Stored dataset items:
════════════════
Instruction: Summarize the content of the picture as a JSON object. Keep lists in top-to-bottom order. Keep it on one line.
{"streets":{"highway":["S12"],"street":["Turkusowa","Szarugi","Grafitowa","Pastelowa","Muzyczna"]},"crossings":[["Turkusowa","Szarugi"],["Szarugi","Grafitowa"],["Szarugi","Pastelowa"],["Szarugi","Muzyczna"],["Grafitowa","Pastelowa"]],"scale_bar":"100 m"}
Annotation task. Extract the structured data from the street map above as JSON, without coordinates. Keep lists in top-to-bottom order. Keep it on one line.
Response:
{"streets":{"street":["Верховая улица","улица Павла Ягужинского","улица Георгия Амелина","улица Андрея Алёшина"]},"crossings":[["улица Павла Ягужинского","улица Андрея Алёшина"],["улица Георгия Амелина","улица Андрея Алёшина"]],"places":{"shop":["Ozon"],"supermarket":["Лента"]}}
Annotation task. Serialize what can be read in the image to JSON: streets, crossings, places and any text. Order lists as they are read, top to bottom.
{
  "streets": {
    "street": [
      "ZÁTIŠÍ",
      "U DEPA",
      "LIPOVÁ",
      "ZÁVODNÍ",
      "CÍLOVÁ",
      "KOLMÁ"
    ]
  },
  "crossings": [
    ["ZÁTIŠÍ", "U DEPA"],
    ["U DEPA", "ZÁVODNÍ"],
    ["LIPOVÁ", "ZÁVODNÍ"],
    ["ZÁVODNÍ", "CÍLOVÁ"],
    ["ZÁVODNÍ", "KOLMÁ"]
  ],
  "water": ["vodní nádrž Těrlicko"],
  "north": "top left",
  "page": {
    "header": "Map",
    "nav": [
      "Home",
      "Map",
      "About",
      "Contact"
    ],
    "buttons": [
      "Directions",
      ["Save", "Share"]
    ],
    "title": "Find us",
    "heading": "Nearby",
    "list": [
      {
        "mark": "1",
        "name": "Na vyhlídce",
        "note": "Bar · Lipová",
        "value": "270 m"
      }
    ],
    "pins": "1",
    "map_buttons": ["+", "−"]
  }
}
════════════════
REQUIRED WORK:
Beginning at the line containing "Annotation task. Serialize", repeat each line exactly through the last line of the entries, and include no other lines.

ANSWER FOR THIS EXERCISE:
Annotation task. Serialize what can be read in the image to JSON: streets, crossings, places and any text. Order lists as they are read, top to bottom.
{
  "streets": {
    "street": [
      "ZÁTIŠÍ",
      "U DEPA",
      "LIPOVÁ",
      "ZÁVODNÍ",
      "CÍLOVÁ",
      "KOLMÁ"
    ]
  },
  "crossings": [
    ["ZÁTIŠÍ", "U DEPA"],
    ["U DEPA", "ZÁVODNÍ"],
    ["LIPOVÁ", "ZÁVODNÍ"],
    ["ZÁVODNÍ", "CÍLOVÁ"],
    ["ZÁVODNÍ", "KOLMÁ"]
  ],
  "water": ["vodní nádrž Těrlicko"],
  "north": "top left",
  "page": {
    "header": "Map",
    "nav": [
      "Home",
      "Map",
      "About",
      "Contact"
    ],
    "buttons": [
      "Directions",
      ["Save", "Share"]
    ],
    "title": "Find us",
    "heading": "Nearby",
    "list": [
      {
        "mark": "1",
        "name": "Na vyhlídce",
        "note": "Bar · Lipová",
        "value": "270 m"
      }
    ],
    "pins": "1",
    "map_buttons": ["+", "−"]
  }
}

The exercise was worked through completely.